For ideal gases, the volume fractions are equivalent to the mole fractions. Considering 100 kmol of dry products for convenience, the combustion equation can be written as
x \mathrm{C}_{8} \mathrm{H}_{18}+a\left(\mathrm{O}_{2}+3.76 \mathrm{~N}_{2}\right) \rightarrow 10.02 \mathrm{CO}_{2}+0.88 \mathrm{CO}+5.62 \mathrm{O}_{2}+83.48 \mathrm{~N}_{2}+b \mathrm{H}_{2} \mathrm{O}
The unknown coefficients x, a, and b are determined from mass balances,
N_{2}: 3.76 a=83.48 \quad \rightarrow \quad a=22.20
C: 8 x=10.02+0.88 \quad \rightarrow \quad x=1.36
H: 18 x=2 b \quad \rightarrow \quad b=12.24
O_{2}: a=10.02+0.44+5.62+\frac{b}{2} \rightarrow 22.20=22.20
The \mathrm{O}_{2} balance is not necessary, but it can be used to check the values obtained from the other mass balances, as we did previously. Substituting, we get
1.36 \mathrm{C}_{8} \mathrm{H}_{18}+22.2\left(\mathrm{O}_{2}+\right.\left.3.76 \mathrm{~N}_{2}\right) \rightarrow
10.02 \mathrm{CO}_{2}+0.88 \mathrm{CO}+5.62 \mathrm{O}_{2}+83.48 \mathrm{~N}_{2}+12.24 \mathrm{H}_{2} \mathrm{O}
The combustion equation for 1 kmol of fuel is obtained by dividing the above equation by 1.36,
\mathrm{C}_{8} \mathrm{H}_{18}+16.32\left(\mathrm{O}_{2}+3.76 \mathrm{~N}_{2}\right) \rightarrow
7.37 \mathrm{CO}_{2}+0.65 \mathrm{CO}+4.13 \mathrm{O}_{2}+61.38 \mathrm{~N}_{2}+9 \mathrm{H}_{2} \mathrm{O}
[a) The air-fuel ratio is determined by taking the ratio of the mass of the air to the mass of the fuel (Eq. 15-3),
\mathrm{AF}=\frac{m_{\text {air }}}{m_{\text {fuel }}} =\frac{(16.32 \times 4.76 \mathrm{kmol})(29 \mathrm{~kg} / \mathrm{kmol})}{(8 \mathrm{kmol})(12 \mathrm{~kg} / \mathrm{kmol})+(9 \mathrm{kmol})(2 \mathrm{~kg} / \mathrm{kmol})}
=19.76 \mathrm{~kg} \mathrm{air} / \mathrm{kg} \text { fuel }
(b) To find the percentage of theoretical air used, we need to know the theoretical amount of air, which is determined from the theoretical combustion equation of the fuel,
\mathrm{C}_{8} \mathrm{H}_{18}+a_{\mathrm{th}}\left(\mathrm{O}_{2}+3.76 \mathrm{~N}_{2}\right) \rightarrow 8 \mathrm{CO}_{2}+9 \mathrm{H}_{2} \mathrm{O}+3.76 a_{\mathrm{th}} \mathrm{N}_{2}
a_{\mathrm{th}}=8+4.5 \rightarrow a_{\mathrm{th}}=12.5
Then,
Percentage of theoretical air =\frac{m_{\text {air,act }}}{m_{\text {air,th }}}=\frac{N_{\text {air,act }}}{N_{\text {air,th }}}
=\frac{(16.32)(4.76) \mathrm{kmol}}{(12.50)(4.76) \mathrm{kmol}}
=131 \%
That is, 31 percent excess air was used during this combustion process. Notice that some carbon formed carbon monoxide even though there was considerably more oxygen than needed for complete combustion.

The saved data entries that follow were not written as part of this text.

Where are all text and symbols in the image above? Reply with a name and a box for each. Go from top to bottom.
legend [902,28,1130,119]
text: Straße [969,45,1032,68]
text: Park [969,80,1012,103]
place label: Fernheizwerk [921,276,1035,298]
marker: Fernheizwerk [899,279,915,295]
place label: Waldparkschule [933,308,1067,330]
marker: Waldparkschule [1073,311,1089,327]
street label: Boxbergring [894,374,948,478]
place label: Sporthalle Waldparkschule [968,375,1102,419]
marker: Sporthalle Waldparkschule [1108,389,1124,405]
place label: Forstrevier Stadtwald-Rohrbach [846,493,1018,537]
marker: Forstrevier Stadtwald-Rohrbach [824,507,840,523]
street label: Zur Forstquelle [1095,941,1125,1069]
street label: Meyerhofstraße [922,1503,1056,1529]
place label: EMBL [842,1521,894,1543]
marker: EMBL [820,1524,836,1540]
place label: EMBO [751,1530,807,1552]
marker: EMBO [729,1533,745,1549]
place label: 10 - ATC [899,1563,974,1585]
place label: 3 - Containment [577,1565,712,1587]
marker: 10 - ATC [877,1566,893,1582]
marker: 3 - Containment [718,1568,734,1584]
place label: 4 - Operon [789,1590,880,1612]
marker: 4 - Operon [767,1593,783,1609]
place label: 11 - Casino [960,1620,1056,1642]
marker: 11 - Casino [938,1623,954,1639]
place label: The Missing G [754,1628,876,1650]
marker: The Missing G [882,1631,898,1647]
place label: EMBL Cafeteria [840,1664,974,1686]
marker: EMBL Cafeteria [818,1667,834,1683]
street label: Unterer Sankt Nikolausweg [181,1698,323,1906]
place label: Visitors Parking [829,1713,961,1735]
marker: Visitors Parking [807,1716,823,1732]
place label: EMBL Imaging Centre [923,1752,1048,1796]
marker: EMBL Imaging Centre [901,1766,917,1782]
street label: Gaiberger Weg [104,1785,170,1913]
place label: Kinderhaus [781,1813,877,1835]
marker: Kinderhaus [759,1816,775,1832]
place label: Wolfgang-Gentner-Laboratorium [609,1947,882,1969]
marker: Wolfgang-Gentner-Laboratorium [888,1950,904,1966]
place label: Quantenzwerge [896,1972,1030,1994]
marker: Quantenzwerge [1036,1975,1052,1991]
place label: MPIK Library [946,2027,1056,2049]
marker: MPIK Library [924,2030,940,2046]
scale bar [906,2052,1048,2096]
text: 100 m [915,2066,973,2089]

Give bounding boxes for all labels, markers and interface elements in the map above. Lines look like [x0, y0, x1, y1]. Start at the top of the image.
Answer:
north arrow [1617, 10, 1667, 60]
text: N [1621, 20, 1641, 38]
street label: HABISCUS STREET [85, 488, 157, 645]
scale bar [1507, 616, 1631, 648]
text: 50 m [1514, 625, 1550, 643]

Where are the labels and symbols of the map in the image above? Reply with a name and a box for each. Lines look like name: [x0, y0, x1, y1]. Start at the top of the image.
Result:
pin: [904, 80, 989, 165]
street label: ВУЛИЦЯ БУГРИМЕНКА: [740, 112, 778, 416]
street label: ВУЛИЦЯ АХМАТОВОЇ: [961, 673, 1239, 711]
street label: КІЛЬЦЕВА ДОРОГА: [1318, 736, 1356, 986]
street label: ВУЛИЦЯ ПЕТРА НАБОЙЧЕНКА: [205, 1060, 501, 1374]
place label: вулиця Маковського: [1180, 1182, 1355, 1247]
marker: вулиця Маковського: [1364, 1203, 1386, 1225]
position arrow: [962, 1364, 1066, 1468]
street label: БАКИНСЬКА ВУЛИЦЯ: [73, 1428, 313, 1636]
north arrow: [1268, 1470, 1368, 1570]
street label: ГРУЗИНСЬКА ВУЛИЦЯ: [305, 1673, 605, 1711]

(c) For each kmol of fuel burned, 7.37+0.65+4.13+61.38+9= 82.53 kmol of products are formed, including 9 kmol of \mathrm{H}_{2} \mathrm{O}. Assuming that the dew-point temperature of the products is above 25°C, some of the water vapor will condense as the products are cooled to 25°C. If N_{w} \mathrm{kmol} of \mathrm{H}_{2} \mathrm{O} condenses, there will be \left(9-N_{w}\right) \mathrm{kmol} of water vapor left in the products. The mole number of the products in the gas phase will also decrease to 82.53-N_{w} as a result. By treating the product gases (including the remaining water vapor) as ideal gases, N_{w} is determined by equating the mole fraction of the water vapor to its pressure fraction,
\frac{N_{v}}{N_{\text {prod,gas }}} =\frac{P_{v}}{P_{\text {prod }}}
\frac{9-N_{w}}{82.53-N_{w}} =\frac{3.1698 \mathrm{kPa}}{100 \mathrm{kPa}}
N_{w} =6.59 \mathrm{kmol}
Therefore, the majority of the water vapor in the products (73 percent of it) condenses as the product gases are cooled to 25°C.